Story Hinckley/The Christian Science Monitor
Pigs fly – or at least one pig floats – at the Albuquerque International Balloon Fiesta.

Inside the Albuquerque box

Thousands of spectators hold a collective breath as a trial balloon rises to test flying conditions for hundreds of balloons lying limp on the grass.

As the rising sun begins to turn the Sandia Mountains watermelon pink, the trial balloon pilot signals to ground staff to raise a green flag. Guests exhale a sigh of relief – their 5 a.m. (or earlier) wake-up alarm was worth it. Balloons will fly today.

Pilots will only ascend in perfect conditions. Fortunately for local ballooners, the Rio Grande Valley hosts a rare confluence of wind, temperature, and aridity each October, giving Albuquerque the nickname “the ballooning capital of the world.”

Because balloon pilots can only control the vertical direction of their balloon, they depend on wind currents to move horizontally. The balloons launch just after sunrise, when the air is cold, the sky is clear, the wind is calm, and they have the best chance of finding the weather phenomenon known as the Albuquerque box.

“There’s this box circulation that the balloonists love and that only sets up once or twice during the balloon fiesta period,” says David Gutzler, a climatologist at the University of New Mexico in Albuquerque.

When the Albuquerque box is active, cool, low-altitude surface winds trapped near the Rio Grande Valley floor push balloons south toward downtown.

The pilots ascend into the sky by lighting a flame above the gondola, heating the air inside the balloon to rise above the cooler air. Upon reaching a higher altitude, the balloon can hitch a ride on the warmer air currents above the Sandia Mountains and sail north before descending again to catch the low-altitude surface winds and complete a boxlike course.

“On the perfect box day, you can land your balloon right where you took off,” says Dr. Gutzler.

Story Hinckley/The Christian Science Monitor
A balloonist heats the envelope of a hot-air balloon at the Albuquerque International Balloon Fiesta.

A bridge to climate science

Across the launchpad, a field large enough to fit 56 football fields, young families stroll among swelling balloons. They eat cheesy arepas hot off the griddle and warm their hands on cups of coffee. The valley’s cold morning air is necessary for the balloons, but it can still numb guests who wear hats and winter coats.

This year’s fiesta attracted almost 900,000 guests, the majority of them from out of state. And while the fiesta has become an international cultural event, many guests are drawn as much by the science as by the spectacle.

“He loves science,” says Sonja Ramirez, gesturing to her vigorously nodding son. “We were talking about it earlier, what makes [the balloons] go up and why we have them here in Albuquerque.”
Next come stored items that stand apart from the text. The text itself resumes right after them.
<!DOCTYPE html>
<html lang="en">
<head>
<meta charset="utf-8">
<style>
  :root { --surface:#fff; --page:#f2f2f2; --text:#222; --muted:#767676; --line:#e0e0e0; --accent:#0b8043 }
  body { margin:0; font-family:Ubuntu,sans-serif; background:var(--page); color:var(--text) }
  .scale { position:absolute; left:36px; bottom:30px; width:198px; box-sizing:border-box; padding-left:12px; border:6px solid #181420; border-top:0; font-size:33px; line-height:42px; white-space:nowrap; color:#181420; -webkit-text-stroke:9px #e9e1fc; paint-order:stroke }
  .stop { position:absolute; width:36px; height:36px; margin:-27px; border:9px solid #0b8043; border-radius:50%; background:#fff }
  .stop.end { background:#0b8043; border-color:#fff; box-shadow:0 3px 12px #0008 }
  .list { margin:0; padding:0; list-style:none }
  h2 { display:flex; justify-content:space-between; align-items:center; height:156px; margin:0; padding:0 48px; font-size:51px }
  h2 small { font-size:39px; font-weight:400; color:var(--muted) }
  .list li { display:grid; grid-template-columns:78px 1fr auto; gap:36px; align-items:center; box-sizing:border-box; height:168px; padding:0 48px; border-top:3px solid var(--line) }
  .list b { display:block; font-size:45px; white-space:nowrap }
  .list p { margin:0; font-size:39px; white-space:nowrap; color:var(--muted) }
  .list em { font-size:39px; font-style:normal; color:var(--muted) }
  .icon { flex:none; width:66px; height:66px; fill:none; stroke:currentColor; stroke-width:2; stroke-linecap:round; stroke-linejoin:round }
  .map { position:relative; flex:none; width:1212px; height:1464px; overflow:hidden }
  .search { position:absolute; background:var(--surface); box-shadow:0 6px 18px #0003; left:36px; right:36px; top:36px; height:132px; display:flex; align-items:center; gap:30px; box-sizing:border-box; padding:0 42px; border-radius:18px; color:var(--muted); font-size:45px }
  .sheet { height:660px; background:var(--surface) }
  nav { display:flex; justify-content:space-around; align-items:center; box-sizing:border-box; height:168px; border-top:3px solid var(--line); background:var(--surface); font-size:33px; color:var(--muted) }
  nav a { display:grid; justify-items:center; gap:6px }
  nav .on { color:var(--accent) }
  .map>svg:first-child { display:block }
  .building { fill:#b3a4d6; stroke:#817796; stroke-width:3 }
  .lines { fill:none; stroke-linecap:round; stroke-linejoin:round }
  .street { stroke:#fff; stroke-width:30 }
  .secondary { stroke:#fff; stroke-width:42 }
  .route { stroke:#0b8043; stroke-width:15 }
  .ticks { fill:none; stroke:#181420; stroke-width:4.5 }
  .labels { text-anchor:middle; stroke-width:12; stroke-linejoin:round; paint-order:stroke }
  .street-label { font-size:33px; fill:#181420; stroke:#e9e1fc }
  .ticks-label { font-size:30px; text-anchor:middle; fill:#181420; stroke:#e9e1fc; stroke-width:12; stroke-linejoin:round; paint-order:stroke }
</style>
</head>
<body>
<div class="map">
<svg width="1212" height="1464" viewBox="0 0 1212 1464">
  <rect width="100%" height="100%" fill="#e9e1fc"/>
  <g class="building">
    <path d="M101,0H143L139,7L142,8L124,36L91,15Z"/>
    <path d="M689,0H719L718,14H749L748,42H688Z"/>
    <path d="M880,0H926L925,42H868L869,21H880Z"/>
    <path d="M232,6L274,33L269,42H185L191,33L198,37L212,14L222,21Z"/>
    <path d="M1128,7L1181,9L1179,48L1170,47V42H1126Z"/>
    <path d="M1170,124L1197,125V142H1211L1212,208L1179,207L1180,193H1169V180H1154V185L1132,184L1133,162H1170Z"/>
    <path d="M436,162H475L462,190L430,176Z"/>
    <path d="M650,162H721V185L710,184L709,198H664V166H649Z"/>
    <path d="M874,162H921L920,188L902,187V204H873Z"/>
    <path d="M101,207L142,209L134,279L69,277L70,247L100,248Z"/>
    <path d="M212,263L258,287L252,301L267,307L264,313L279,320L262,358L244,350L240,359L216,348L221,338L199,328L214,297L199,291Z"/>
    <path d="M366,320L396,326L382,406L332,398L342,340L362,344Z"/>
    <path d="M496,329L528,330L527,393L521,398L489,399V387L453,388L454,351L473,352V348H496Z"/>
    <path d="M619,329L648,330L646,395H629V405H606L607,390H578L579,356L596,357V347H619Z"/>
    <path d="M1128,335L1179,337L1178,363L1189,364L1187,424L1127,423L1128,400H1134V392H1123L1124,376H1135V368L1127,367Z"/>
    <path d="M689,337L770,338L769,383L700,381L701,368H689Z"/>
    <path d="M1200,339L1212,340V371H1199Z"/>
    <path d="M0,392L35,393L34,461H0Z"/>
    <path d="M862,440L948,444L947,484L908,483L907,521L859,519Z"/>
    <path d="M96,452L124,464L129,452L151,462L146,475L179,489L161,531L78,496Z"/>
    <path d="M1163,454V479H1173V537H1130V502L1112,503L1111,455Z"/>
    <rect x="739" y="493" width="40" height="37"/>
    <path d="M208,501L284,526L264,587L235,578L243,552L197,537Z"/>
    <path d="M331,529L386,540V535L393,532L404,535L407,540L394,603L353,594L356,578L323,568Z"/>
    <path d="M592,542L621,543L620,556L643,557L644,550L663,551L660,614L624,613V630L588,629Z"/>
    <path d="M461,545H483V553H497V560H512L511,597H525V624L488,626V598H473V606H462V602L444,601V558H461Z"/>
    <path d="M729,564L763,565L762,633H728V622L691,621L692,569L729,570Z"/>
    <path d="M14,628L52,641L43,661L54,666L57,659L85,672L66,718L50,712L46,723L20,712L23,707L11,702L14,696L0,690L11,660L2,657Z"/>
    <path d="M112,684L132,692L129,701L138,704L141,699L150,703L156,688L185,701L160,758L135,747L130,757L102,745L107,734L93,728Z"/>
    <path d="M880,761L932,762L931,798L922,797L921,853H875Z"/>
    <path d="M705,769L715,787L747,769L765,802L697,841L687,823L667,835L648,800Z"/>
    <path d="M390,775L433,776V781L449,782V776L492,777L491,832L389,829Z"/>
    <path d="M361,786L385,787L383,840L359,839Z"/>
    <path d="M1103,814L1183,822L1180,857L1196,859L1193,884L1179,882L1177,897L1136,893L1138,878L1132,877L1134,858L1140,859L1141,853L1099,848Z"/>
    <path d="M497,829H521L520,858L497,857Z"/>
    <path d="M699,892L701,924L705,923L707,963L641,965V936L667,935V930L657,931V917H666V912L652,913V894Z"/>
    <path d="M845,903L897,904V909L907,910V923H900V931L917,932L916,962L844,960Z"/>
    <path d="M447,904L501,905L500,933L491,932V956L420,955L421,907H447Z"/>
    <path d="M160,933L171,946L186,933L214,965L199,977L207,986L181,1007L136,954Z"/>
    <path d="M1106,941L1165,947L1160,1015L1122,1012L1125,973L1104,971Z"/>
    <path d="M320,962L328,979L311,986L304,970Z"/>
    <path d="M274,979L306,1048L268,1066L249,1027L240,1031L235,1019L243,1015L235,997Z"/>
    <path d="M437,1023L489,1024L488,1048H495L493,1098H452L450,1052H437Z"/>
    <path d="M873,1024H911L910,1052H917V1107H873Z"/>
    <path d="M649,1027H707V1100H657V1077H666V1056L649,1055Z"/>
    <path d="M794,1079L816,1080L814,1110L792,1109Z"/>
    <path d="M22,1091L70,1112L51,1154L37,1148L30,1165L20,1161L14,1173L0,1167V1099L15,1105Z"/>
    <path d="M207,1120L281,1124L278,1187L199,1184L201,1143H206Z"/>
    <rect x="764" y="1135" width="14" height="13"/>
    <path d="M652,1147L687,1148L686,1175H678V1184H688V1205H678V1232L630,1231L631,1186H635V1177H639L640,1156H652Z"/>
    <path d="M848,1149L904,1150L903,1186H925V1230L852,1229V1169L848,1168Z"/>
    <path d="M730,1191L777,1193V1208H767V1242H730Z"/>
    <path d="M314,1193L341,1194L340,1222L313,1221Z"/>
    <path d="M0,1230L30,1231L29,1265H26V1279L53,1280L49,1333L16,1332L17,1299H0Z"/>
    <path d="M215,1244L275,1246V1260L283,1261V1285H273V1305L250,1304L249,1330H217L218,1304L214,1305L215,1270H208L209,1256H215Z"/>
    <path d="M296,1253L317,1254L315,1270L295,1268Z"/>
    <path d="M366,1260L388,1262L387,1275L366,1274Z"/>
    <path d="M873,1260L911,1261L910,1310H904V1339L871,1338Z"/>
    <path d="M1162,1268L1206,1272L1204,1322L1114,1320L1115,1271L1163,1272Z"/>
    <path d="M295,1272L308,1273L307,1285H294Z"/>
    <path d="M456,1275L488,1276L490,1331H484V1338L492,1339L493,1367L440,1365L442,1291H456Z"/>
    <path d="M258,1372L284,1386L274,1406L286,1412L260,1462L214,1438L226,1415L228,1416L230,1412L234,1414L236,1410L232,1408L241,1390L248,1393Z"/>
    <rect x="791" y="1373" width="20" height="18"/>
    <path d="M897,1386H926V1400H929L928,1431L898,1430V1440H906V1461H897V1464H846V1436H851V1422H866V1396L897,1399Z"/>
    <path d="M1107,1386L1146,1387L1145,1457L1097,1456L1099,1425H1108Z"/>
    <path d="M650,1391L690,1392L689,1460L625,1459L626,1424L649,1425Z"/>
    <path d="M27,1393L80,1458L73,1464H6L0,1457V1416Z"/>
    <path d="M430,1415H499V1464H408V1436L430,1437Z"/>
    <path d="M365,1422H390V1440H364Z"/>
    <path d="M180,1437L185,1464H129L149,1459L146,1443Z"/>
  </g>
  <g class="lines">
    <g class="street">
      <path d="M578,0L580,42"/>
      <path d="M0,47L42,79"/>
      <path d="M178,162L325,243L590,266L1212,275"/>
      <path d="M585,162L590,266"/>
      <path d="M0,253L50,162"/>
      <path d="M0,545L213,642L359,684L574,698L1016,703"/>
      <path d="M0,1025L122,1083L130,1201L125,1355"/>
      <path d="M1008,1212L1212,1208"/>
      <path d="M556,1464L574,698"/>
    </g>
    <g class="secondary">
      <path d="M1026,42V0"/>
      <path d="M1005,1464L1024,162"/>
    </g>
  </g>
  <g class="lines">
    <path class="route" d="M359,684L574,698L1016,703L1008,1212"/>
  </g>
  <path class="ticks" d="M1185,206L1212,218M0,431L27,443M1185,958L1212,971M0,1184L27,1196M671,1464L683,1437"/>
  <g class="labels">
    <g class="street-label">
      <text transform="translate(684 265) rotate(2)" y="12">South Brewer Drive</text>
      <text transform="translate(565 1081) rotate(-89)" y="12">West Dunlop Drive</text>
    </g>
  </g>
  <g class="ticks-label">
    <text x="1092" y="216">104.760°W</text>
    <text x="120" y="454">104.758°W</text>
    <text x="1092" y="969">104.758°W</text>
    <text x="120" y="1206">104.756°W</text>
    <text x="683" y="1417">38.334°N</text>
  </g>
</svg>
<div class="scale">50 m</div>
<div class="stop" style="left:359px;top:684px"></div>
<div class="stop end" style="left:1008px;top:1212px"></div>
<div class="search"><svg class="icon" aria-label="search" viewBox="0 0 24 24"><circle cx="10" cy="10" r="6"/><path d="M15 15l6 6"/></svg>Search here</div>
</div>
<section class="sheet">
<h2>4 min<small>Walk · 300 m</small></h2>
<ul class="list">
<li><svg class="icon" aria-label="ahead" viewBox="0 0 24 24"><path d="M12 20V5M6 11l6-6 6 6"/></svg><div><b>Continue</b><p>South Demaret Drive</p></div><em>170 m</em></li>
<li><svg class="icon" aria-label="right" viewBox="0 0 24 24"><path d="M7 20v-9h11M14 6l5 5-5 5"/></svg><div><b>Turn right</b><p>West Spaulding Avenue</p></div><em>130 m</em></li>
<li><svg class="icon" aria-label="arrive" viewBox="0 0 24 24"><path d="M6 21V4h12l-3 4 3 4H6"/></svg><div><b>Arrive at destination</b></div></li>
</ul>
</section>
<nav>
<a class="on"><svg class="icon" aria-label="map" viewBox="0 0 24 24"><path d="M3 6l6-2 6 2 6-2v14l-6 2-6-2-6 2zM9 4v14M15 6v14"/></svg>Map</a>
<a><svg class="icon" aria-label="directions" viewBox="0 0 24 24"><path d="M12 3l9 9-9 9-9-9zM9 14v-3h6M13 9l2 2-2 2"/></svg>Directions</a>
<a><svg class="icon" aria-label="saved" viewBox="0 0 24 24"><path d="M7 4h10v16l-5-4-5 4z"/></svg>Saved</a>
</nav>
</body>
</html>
But just as the global temperature has steadily risen in recent decades, temperatures during the fiesta have gradually risen, too, since the first event in 1972. Locals comment that the fiesta morning chill loses a bit of its bite each year.

Time spent in the fiesta’s discovery center can help the public to understand the science behind those climatic changes.

“Thinking about ballooning, and what goes into something like the balloon fiesta, all of that is a straightforward application of atmospheric physics,” he says. “We apply that same basic thinking to climate change.”